В такие минуты я плохо владею собой. Я знаю за собой эту слабость… Рассудок как будто отключается. Сказывается безотцовщина, детство, проведенное в беспокойных Лиговских дворах. В такие минуты мне становится абсолютно все равно, сколько человек передо мной — два или десять, и каковы будут последствия драки.
И только ваше присутствие заставило меня овладеть собой…
Я понял, что нужно как можно скорее уходить.
«Я зайду как–нибудь в другой раз…» — сказал я. Вы поспешно кивнули. И опять его страшно задело взаимопонимание, которое между нами существовало, то, что мы с полуслова поняли друг друга.
«Вы, кажется, принесли цветы», — напомнил он и с усмешкой кивнул на пучок подснежников, который все еще находился в моих руках. А потом небрежно посмотрел на свои розы.
Это было уже слишком. Он наверняка посчитал, что я пожалел денег на дорогие цветы.
Я почувствовал, что горячая волна накатывает на голову, а сердце холодеет …
Я поймал себя на том, что чувствую какую–то шальную легкость в ногах и пустоту под ложечкой, и, как всегда перед дракой, непроизвольно прикидываю, нет ли в нагрудном кармане пиджака бьющихся предметов.
Блуждающими глазами я огляделся вокруг и заметил стоящую на вашем столе недопитую чашку кофе.
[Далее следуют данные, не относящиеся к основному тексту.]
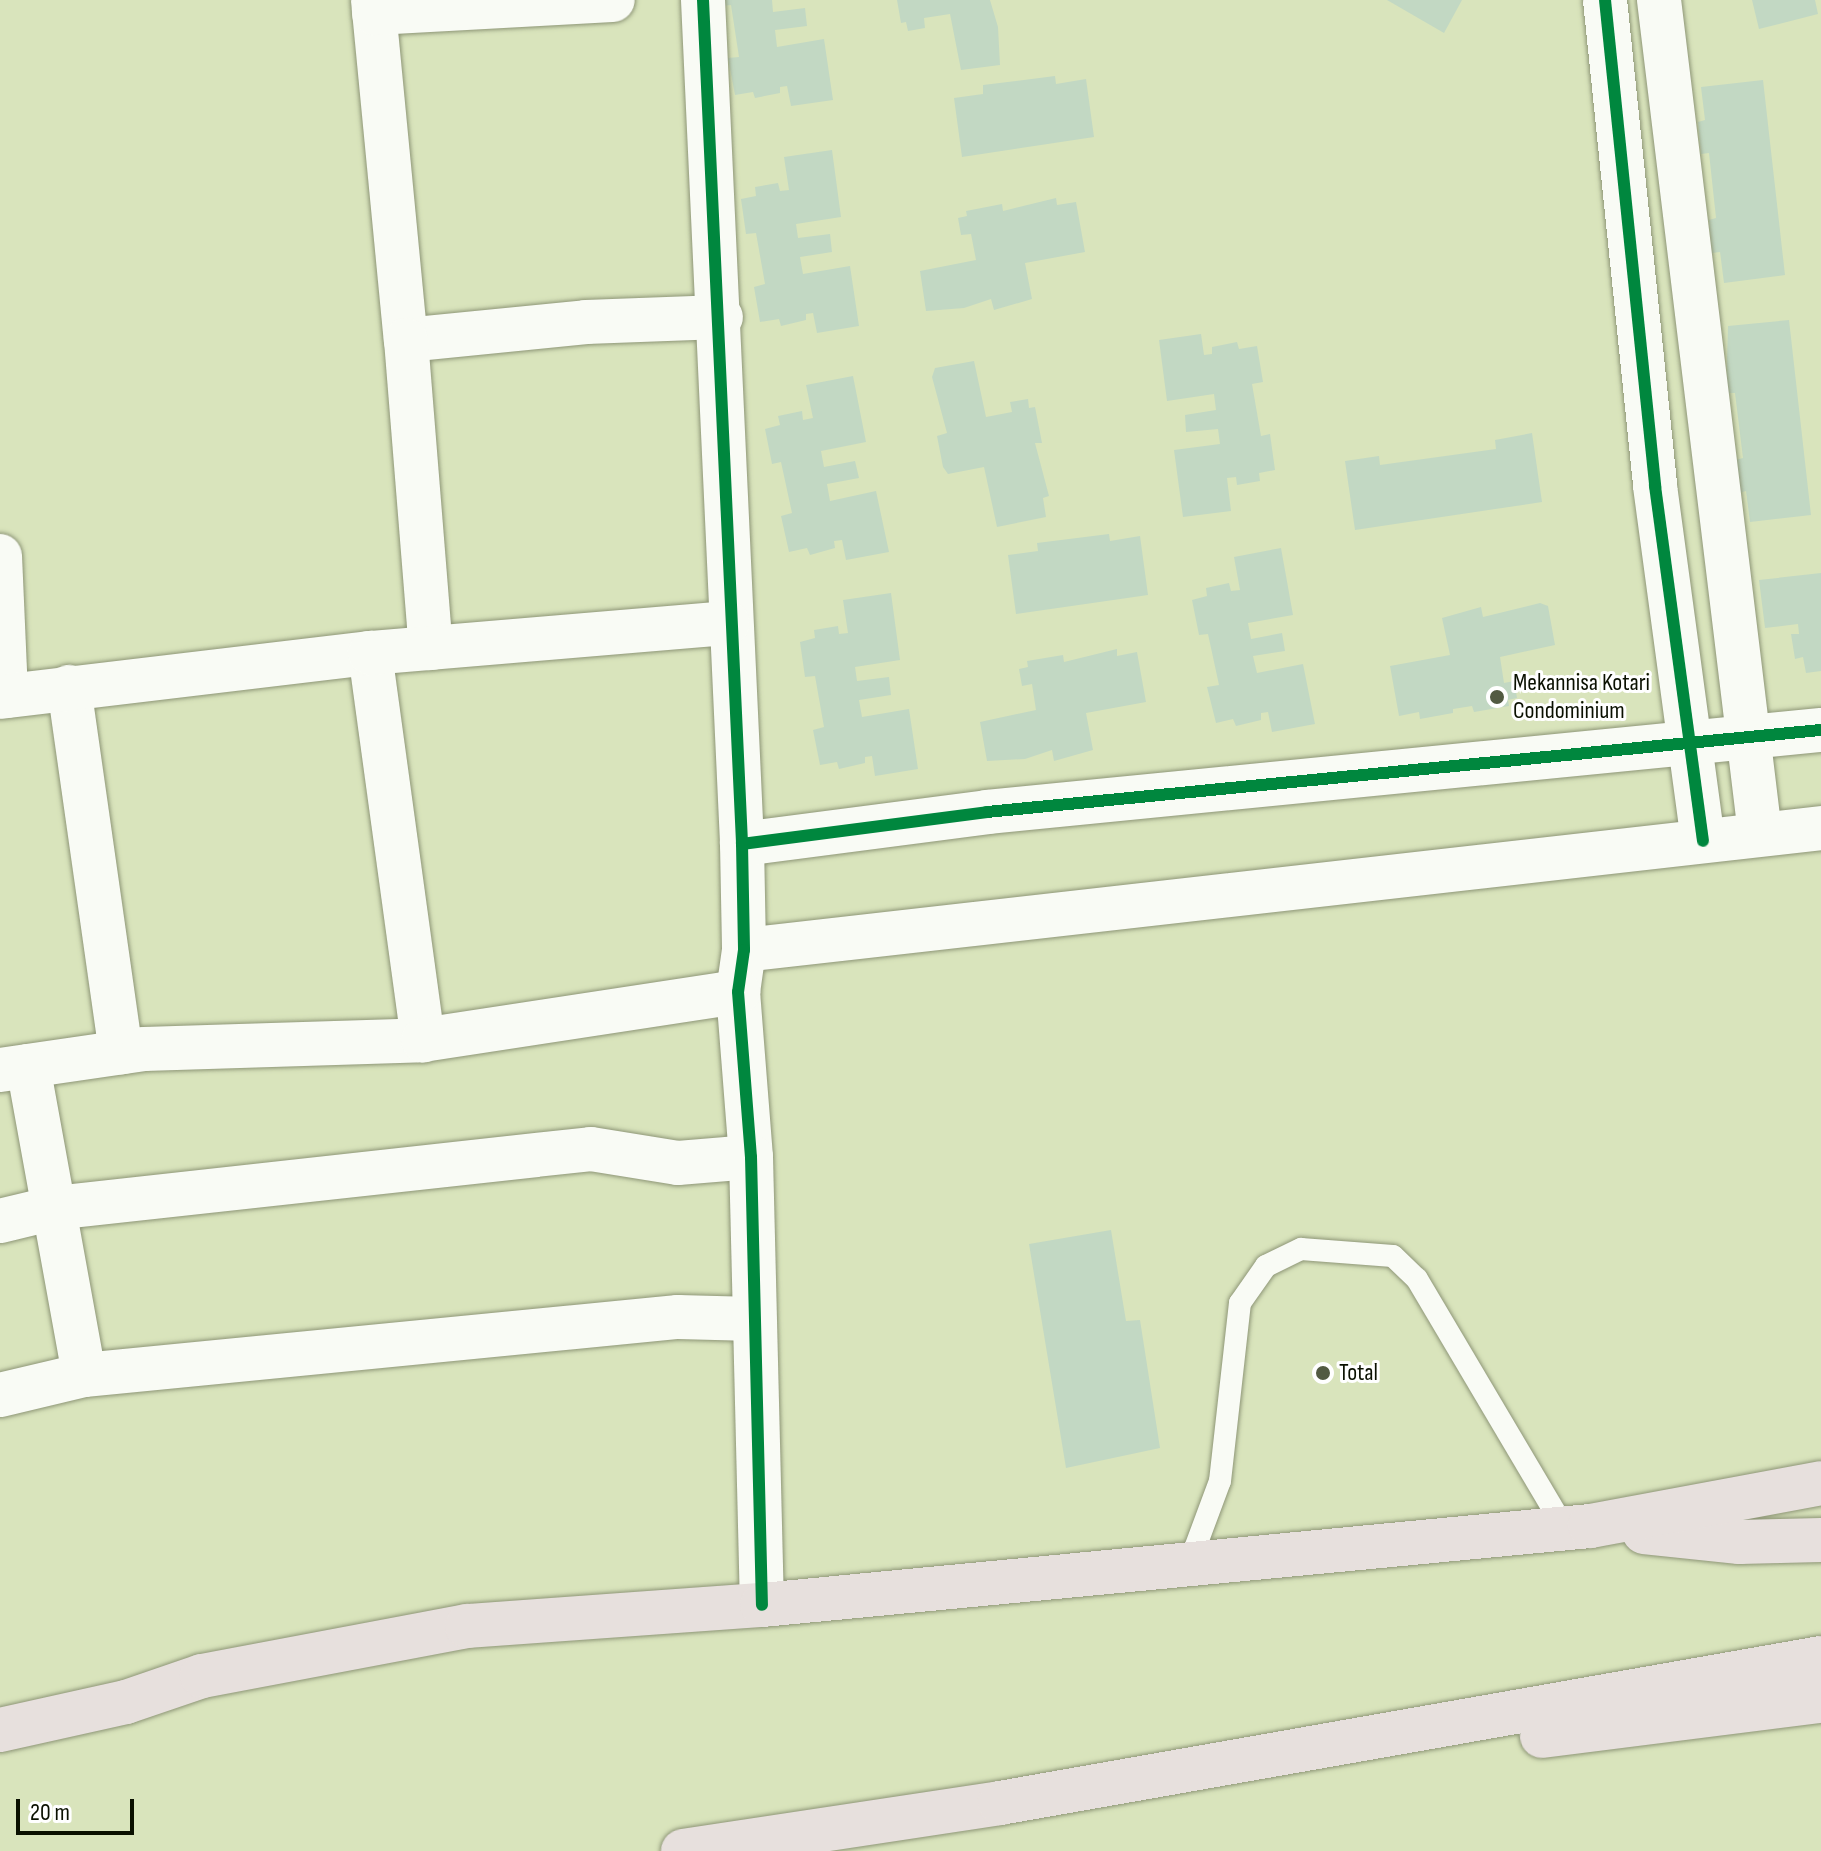 <!DOCTYPE html>
<style>
body{margin:0}
#map{position:relative;width:1821px;height:1851px;overflow:hidden;background:#d9e4bc;font-family:"Sofia Sans Condensed",sans-serif}
div>[style]{position:absolute}
.building>*{inset:0;background:#c2d8c3}
.roads{filter:drop-shadow(0 0 2px #8e9677) drop-shadow(0 0 2px #8e9677)}
.service>*{height:22px;margin:-11px;padding:0 11px;transform-origin:11px;border-radius:11px;background:#f9fbf5}
.minor>*{height:44px;margin:-22px;padding:0 22px;transform-origin:22px;border-radius:22px;background:#f9fbf5}
.trunk>*{height:44px;margin:-22px;padding:0 22px;transform-origin:22px;border-radius:22px;background:#e7e0dd}
.cycleway>*{height:12px;margin:-6px;padding:0 6px;transform-origin:6px;border-radius:6px;background:#00873e}
.dots>*{width:22px;height:22px;translate:-50% -50%;box-sizing:border-box;border:4px solid #fff;border-radius:50%}
span{translate:-50% -50%;white-space:nowrap;text-align:center;line-height:1.15;-webkit-text-stroke:6px #fff;paint-order:stroke}
.poi-label{font-size:24px;color:#0a1000}
.left{translate:0 -50%;text-align:left}
.scale{position:absolute;left:16px;top:1799px;width:118px;height:36px;box-sizing:border-box;border:4px solid #0a1000;border-top:0;padding-left:10px;font-size:24px;line-height:28px;white-space:nowrap;color:#0a1000;-webkit-text-stroke:6px #fff;paint-order:stroke}
</style>
<div id="map">
<div class="building">
<i style="clip-path:polygon(721px 0,772px 0,773px 12px,805px 8px,807px 26px,775px 30px,777px 47px,824px 39px,833px 100px,791px 106px,787px 86px,780px 87px,780px 93px,755px 98px,753px 92px,735px 95px,728px 58px,739px 57px,731px 5px,722px 6px)"></i>
<i style="clip-path:polygon(897px 0,990px 0,998px 27px,1000px 65px,961px 70px,950px 14px,924px 18px,925px 28px,908px 31px,906px 22px,901px 23px)"></i>
<i style="clip-path:polygon(1387px 0,1462px 0,1444px 33px)"></i>
<i style="clip-path:polygon(1752px 0,1815px 0,1818px 14px,1759px 29px)"></i>
<i style="clip-path:polygon(1055px 76px,1056px 84px,1086px 79px,1094px 137px,962px 157px,954px 98px,983px 94px,983px 85px)"></i>
<i style="clip-path:polygon(1763px 80px,1785px 275px,1724px 283px,1720px 252px,1712px 253px,1709px 220px,1716px 218px,1709px 153px,1701px 154px,1698px 122px,1705px 120px,1701px 87px)"></i>
<i style="clip-path:polygon(832px 150px,841px 217px,796px 224px,798px 238px,830px 234px,832px 252px,800px 257px,803px 274px,850px 266px,859px 326px,817px 333px,813px 313px,806px 314px,806px 320px,781px 326px,779px 319px,760px 322px,754px 287px,765px 284px,756px 233px,746px 234px,741px 199px,756px 196px,755px 187px,778px 183px,780px 191px,789px 190px,784px 157px)"></i>
<i style="clip-path:polygon(1056px 198px,1057px 205px,1076px 202px,1085px 252px,1025px 263px,1032px 299px,994px 310px,991px 299px,964px 308px,926px 311px,920px 271px,976px 260px,971px 234px,961px 235px,958px 218px,967px 216px,966px 211px,1002px 204px,1003px 211px)"></i>
<i style="clip-path:polygon(1789px 320px,1811px 515px,1750px 522px,1746px 491px,1739px 493px,1735px 460px,1743px 458px,1735px 393px,1726px 393px,1728px 326px)"></i>
<i style="clip-path:polygon(1201px 334px,1204px 355px,1212px 354px,1212px 347px,1237px 342px,1239px 349px,1257px 346px,1263px 382px,1252px 384px,1261px 436px,1270px 434px,1275px 470px,1259px 473px,1260px 481px,1237px 485px,1236px 477px,1227px 478px,1231px 511px,1183px 517px,1174px 450px,1220px 444px,1218px 429px,1186px 432px,1185px 415px,1216px 410px,1214px 394px,1167px 401px,1159px 340px)"></i>
<i style="clip-path:polygon(974px 361px,986px 417px,1012px 412px,1010px 402px,1028px 399px,1029px 408px,1035px 407px,1042px 443px,1035px 443px,1049px 496px,1043px 498px,1046px 517px,997px 527px,984px 467px,948px 474px,943px 467px,937px 436px,947px 433px,932px 377px,935px 368px)"></i>
<i style="clip-path:polygon(853px 376px,866px 442px,821px 451px,824px 467px,855px 461px,859px 478px,827px 484px,830px 501px,876px 491px,889px 552px,846px 560px,842px 540px,834px 541px,835px 548px,810px 555px,807px 548px,789px 552px,781px 516px,792px 513px,781px 462px,772px 464px,765px 429px,780px 425px,778px 416px,802px 411px,803px 420px,813px 418px,806px 385px)"></i>
<i style="clip-path:polygon(1532px 433px,1542px 502px,1355px 530px,1345px 461px,1379px 456px,1380px 465px,1496px 449px,1495px 440px)"></i>
<i style="clip-path:polygon(1109px 534px,1110px 541px,1140px 536px,1148px 595px,1016px 614px,1008px 555px,1038px 551px,1037px 543px)"></i>
<i style="clip-path:polygon(1281px 548px,1293px 615px,1248px 623px,1251px 639px,1282px 633px,1285px 651px,1253px 656px,1257px 673px,1303px 664px,1315px 724px,1272px 732px,1268px 712px,1261px 713px,1261px 720px,1236px 726px,1233px 719px,1216px 723px,1207px 687px,1219px 685px,1208px 634px,1199px 635px,1192px 600px,1207px 596px,1206px 588px,1229px 583px,1231px 591px,1240px 590px,1234px 557px)"></i>
<i style="clip-path:polygon(1821px 573px,1821px 671px,1806px 673px,1803px 657px,1795px 659px,1791px 634px,1799px 634px,1798px 624px,1765px 628px,1759px 580px)"></i>
<i style="clip-path:polygon(891px 593px,900px 660px,855px 667px,857px 681px,889px 677px,891px 695px,859px 700px,862px 717px,909px 709px,918px 769px,875px 776px,872px 756px,865px 757px,865px 763px,839px 769px,837px 762px,820px 765px,813px 730px,824px 727px,815px 676px,805px 677px,800px 642px,815px 638px,814px 630px,838px 626px,839px 634px,848px 633px,843px 600px)"></i>
<i style="clip-path:polygon(1540px 603px,1548px 606px,1555px 645px,1500px 657px,1504px 683px,1514px 681px,1517px 698px,1508px 700px,1509px 706px,1474px 712px,1472px 706px,1453px 709px,1453px 713px,1420px 719px,1419px 712px,1399px 716px,1390px 666px,1450px 655px,1442px 618px,1481px 607px,1483px 617px)"></i>
<i style="clip-path:polygon(1117px 649px,1117px 656px,1137px 652px,1146px 702px,1086px 713px,1093px 750px,1054px 761px,1052px 750px,1025px 759px,987px 761px,980px 722px,1036px 710px,1032px 684px,1022px 686px,1019px 669px,1028px 667px,1027px 661px,1063px 655px,1064px 662px)"></i>
<i style="clip-path:polygon(1111px 1230px,1126px 1321px,1140px 1320px,1160px 1448px,1066px 1468px,1029px 1244px)"></i>
</div>
<div class="roads">
<div class="service">
<i style="left:1188px;top:1567px;width:92px;rotate:-69.6deg"></i>
<i style="left:1220px;top:1481px;width:179px;rotate:-83.6deg"></i>
<i style="left:1240px;top:1303px;width:45px;rotate:-54.9deg"></i>
<i style="left:1266px;top:1266px;width:39px;rotate:-26deg"></i>
<i style="left:1301px;top:1249px;width:92px;rotate:4.4deg"></i>
<i style="left:1393px;top:1256px;width:33px;rotate:44deg"></i>
<i style="left:1417px;top:1279px;width:289px;rotate:59.4deg"></i>
</div>
<div class="minor">
<i style="left:373px;top:0;width:342px;rotate:84.5deg"></i>
<i style="left:406px;top:340px;width:181px;rotate:-5.7deg"></i>
<i style="left:586px;top:322px;width:135px;rotate:-2.1deg"></i>
<i style="left:703px;top:0;width:845px;rotate:87.35deg"></i>
<i style="left:742px;top:844px;width:106px;rotate:88.9deg"></i>
<i style="left:744px;top:950px;width:42px;rotate:98.1deg"></i>
<i style="left:738px;top:992px;width:166px;rotate:85.5deg"></i>
<i style="left:751px;top:1157px;width:448px;rotate:88.6deg"></i>
<i style="left:1605px;top:0;width:489px;rotate:84.1deg"></i>
<i style="left:1655px;top:486px;width:358px;rotate:82.3deg"></i>
<i style="left:1659px;top:0;width:840px;rotate:83.09deg"></i>
<i style="left:374px;top:13px;width:239px;rotate:-3.1deg"></i>
<i style="left:406px;top:340px;width:309px;rotate:85.4deg"></i>
<i style="left:0;top:556px;width:140px;rotate:87.5deg"></i>
<i style="left:370px;top:653px;width:391px;rotate:82.2deg"></i>
<i style="left:69px;top:687px;width:369px;rotate:81.9deg"></i>
<i style="left:0;top:697px;width:373px;rotate:-6.8deg"></i>
<i style="left:370px;top:653px;width:359px;rotate:-4.8deg"></i>
<i style="left:742px;top:844px;width:247px;rotate:-7.4deg"></i>
<i style="left:987px;top:812px;width:838px;rotate:-5.62deg"></i>
<i style="left:744px;top:950px;width:1084px;rotate:-6.46deg"></i>
<i style="left:28px;top:1066px;width:314px;rotate:79.7deg"></i>
<i style="left:0;top:1070px;width:146px;rotate:-8.3deg"></i>
<i style="left:144px;top:1049px;width:279px;rotate:-1.8deg"></i>
<i style="left:423px;top:1040px;width:319px;rotate:-8.7deg"></i>
<i style="left:0;top:1221px;width:56px;rotate:-13.5deg"></i>
<i style="left:54px;top:1208px;width:540px;rotate:-6.27deg"></i>
<i style="left:591px;top:1149px;width:88px;rotate:9.1deg"></i>
<i style="left:678px;top:1163px;width:73px;rotate:-4.7deg"></i>
<i style="left:0;top:1395px;width:86px;rotate:-13.4deg"></i>
<i style="left:84px;top:1375px;width:597px;rotate:-5.58deg"></i>
<i style="left:678px;top:1317px;width:76px;rotate:1.5deg"></i>
</div>
<div class="trunk">
<i style="left:1644px;top:1532px;width:96px;rotate:6deg"></i>
<i style="left:1739px;top:1542px;width:82px;rotate:-1.4deg"></i>
<i style="left:0;top:1730px;width:129px;rotate:-12.5deg"></i>
<i style="left:126px;top:1702px;width:80px;rotate:-18.9deg"></i>
<i style="left:202px;top:1676px;width:270px;rotate:-10.7deg"></i>
<i style="left:467px;top:1626px;width:296px;rotate:-4.1deg"></i>
<i style="left:762px;top:1605px;width:832px;rotate:-5.45deg"></i>
<i style="left:1590px;top:1526px;width:235px;rotate:-10.5deg"></i>
<i style="left:1542px;top:1736px;width:281px;rotate:-7.2deg"></i>
<i style="left:683px;top:1851px;width:321px;rotate:-8.6deg"></i>
<i style="left:1000px;top:1803px;width:834px;rotate:-10.02deg"></i>
</div>
</div>
<div class="cycleway">
<i style="left:703px;top:0;width:845px;rotate:87.35deg"></i>
<i style="left:742px;top:844px;width:106px;rotate:88.9deg"></i>
<i style="left:744px;top:950px;width:42px;rotate:98.1deg"></i>
<i style="left:738px;top:992px;width:166px;rotate:85.5deg"></i>
<i style="left:751px;top:1157px;width:448px;rotate:88.6deg"></i>
<i style="left:1605px;top:0;width:489px;rotate:84.1deg"></i>
<i style="left:1655px;top:486px;width:358px;rotate:82.3deg"></i>
<i style="left:742px;top:844px;width:247px;rotate:-7.4deg"></i>
<i style="left:987px;top:812px;width:838px;rotate:-5.62deg"></i>
</div>
<div class="dots">
<i style="left:1497px;top:697px;background:#525a42"></i>
<i style="left:1323px;top:1373px;background:#525a42"></i>
</div>
<div class="poi-label">
<span class="left" style="left:1513px;top:697px">Mekannisa Kotari<br>Condominium</span>
<span class="left" style="left:1339px;top:1373px">Total</span>
</div>
<div class="scale">20 m</div>
</div>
«О, кофеёк! — каким–то неестественным козлиным голосом воскликнул я. — Люблю кофеёк!». Я сделал развязный шаг к вашему столу, подхватил чашку, отхлебнул остывшей жидкости и с лицом абсолютно невинным размашистым движением метнул чашку обратно на стол — так, что часть кофе выплеснулась через край точнехонько на брюки вашему родственнику.
Он вскочил на ноги.
Я принял боевую стойку.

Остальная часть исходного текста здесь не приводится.